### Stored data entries

************

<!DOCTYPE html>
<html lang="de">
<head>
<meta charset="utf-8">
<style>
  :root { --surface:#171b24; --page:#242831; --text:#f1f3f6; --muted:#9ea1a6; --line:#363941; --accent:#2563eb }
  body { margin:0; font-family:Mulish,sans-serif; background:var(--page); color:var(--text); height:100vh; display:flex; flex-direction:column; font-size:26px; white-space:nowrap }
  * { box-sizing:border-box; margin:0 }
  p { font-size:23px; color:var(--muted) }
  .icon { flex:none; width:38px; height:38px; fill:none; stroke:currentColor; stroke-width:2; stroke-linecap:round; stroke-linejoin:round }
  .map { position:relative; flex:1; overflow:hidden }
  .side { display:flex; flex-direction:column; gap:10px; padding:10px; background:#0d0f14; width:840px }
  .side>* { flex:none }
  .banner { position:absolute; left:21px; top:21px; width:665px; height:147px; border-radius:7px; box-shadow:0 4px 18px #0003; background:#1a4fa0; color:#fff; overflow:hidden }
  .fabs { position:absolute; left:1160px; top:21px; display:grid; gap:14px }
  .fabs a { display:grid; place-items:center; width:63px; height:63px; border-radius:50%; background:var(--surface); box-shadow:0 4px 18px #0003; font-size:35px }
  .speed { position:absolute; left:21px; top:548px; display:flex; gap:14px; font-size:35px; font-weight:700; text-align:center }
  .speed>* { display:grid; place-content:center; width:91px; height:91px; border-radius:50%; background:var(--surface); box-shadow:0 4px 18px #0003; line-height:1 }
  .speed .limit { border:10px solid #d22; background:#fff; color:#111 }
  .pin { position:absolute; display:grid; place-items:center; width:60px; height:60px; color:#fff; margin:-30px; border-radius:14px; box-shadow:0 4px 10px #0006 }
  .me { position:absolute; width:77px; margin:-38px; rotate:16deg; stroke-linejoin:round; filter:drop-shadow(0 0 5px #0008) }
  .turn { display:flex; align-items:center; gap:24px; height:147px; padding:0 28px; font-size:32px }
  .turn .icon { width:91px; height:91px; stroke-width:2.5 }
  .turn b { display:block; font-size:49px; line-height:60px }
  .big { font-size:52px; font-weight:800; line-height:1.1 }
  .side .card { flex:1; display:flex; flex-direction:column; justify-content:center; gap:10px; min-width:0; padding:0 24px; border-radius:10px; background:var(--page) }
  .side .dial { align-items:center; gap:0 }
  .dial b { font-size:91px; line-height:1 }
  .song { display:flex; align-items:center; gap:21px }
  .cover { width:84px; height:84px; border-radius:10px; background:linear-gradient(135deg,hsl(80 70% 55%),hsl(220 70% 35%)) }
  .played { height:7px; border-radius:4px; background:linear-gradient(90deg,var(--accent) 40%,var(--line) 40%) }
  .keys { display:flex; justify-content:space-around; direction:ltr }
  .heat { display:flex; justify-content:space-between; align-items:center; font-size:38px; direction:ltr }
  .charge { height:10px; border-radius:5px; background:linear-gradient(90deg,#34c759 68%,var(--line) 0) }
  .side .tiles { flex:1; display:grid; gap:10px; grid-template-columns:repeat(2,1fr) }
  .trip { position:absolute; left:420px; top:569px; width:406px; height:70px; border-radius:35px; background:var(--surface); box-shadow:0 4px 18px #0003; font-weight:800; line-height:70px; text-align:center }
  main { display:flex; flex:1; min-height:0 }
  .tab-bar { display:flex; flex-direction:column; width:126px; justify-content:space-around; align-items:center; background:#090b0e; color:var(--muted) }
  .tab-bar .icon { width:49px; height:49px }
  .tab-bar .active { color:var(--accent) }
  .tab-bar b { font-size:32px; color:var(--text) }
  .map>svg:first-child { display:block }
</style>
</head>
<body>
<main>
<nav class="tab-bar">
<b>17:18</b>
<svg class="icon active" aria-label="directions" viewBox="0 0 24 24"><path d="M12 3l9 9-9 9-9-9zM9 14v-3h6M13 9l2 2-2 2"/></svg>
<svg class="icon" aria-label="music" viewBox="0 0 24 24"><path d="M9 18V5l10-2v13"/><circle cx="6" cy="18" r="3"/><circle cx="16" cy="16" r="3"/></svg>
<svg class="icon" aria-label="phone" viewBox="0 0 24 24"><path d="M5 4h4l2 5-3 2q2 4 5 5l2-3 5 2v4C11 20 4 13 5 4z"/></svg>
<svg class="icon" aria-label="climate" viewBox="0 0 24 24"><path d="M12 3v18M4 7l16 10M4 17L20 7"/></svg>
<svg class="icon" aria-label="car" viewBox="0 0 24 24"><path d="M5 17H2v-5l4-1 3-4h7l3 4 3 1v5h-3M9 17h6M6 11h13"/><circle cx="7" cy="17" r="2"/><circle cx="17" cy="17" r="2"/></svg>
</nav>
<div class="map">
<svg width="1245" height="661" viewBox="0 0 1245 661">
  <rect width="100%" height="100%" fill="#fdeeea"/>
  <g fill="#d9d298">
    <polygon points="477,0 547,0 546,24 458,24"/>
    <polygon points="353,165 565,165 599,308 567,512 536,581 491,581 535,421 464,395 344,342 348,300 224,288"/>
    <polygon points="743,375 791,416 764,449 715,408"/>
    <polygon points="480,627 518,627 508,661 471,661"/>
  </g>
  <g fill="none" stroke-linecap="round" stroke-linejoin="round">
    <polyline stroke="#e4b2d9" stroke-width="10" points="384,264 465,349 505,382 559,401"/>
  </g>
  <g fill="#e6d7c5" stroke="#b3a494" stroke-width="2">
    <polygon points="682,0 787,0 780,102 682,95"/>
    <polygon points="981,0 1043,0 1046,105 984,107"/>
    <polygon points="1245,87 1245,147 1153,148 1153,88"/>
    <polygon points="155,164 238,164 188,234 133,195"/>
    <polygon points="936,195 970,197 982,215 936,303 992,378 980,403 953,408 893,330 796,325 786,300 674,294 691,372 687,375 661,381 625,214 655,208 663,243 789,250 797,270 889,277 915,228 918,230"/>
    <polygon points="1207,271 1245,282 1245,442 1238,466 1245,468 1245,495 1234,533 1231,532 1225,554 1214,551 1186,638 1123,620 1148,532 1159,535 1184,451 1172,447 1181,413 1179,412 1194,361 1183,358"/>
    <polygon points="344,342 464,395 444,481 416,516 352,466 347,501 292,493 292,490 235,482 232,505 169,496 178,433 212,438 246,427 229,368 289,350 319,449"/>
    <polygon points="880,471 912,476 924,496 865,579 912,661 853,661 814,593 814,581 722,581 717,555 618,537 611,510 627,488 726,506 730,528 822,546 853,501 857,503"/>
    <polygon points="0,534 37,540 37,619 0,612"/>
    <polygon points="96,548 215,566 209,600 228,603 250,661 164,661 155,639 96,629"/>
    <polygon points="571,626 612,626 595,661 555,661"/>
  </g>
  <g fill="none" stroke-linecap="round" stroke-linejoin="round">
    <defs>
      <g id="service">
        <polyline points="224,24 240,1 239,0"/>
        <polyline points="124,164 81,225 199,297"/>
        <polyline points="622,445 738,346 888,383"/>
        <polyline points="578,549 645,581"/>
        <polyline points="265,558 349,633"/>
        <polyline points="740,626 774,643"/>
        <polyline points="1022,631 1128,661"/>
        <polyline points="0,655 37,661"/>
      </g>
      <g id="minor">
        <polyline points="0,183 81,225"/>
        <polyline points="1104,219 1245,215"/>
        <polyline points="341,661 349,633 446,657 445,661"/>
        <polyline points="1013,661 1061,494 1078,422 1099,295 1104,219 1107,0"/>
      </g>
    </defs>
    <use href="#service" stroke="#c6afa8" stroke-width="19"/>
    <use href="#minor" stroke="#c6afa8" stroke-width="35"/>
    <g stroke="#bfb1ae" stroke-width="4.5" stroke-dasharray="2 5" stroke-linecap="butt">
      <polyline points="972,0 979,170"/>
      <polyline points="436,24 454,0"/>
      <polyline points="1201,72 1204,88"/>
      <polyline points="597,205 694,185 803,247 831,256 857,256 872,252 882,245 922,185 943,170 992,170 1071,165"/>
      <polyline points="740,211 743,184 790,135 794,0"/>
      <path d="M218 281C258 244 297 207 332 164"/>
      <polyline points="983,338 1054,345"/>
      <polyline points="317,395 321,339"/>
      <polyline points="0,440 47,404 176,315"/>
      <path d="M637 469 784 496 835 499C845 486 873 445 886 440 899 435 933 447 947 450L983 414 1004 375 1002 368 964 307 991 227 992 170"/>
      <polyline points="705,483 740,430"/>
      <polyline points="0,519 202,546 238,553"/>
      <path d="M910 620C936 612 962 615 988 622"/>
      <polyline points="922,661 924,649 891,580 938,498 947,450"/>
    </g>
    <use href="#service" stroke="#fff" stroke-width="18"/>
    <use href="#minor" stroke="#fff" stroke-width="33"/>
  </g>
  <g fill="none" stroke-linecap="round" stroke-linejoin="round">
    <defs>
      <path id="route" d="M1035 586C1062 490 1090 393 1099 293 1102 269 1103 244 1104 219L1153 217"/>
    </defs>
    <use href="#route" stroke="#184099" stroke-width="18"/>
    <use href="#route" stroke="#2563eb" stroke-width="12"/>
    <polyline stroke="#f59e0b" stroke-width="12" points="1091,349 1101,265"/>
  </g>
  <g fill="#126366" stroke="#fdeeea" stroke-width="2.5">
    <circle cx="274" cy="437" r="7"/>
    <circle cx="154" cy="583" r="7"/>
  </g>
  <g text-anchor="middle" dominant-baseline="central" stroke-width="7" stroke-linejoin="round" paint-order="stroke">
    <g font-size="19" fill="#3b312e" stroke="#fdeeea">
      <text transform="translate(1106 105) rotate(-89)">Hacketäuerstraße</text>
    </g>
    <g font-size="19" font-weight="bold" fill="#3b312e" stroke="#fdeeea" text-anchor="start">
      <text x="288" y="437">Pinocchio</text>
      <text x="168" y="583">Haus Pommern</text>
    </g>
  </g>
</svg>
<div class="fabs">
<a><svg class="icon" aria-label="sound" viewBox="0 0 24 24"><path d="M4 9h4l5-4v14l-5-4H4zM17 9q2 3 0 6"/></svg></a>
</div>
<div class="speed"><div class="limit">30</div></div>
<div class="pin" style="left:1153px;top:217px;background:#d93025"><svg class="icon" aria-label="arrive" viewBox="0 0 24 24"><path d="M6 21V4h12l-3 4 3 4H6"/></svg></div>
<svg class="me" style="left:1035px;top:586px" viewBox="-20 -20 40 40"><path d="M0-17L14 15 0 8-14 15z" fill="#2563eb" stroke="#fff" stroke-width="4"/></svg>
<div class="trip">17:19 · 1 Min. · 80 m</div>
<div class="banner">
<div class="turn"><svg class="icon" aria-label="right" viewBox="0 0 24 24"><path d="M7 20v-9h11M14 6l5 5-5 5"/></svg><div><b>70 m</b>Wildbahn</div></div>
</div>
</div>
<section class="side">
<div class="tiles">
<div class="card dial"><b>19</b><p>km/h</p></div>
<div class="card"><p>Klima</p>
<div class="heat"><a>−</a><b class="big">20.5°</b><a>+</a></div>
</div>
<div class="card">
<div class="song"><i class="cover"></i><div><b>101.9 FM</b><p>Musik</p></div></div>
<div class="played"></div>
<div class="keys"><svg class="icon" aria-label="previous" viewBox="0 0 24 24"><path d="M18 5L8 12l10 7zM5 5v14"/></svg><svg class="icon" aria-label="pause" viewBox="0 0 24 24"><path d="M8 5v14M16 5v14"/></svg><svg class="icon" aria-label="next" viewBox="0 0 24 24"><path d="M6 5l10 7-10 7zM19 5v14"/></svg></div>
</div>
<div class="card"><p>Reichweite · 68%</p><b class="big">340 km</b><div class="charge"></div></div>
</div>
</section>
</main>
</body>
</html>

************

### What the task asks
Lines from the entries that contain the string "speed" must be found and copied.

### Task result
  .speed { position:absolute; left:21px; top:548px; display:flex; gap:14px; font-size:35px; font-weight:700; text-align:center }
  .speed>* { display:grid; place-content:center; width:91px; height:91px; border-radius:50%; background:var(--surface); box-shadow:0 4px 18px #0003; line-height:1 }
  .speed .limit { border:10px solid #d22; background:#fff; color:#111 }
<div class="speed"><div class="limit">30</div></div>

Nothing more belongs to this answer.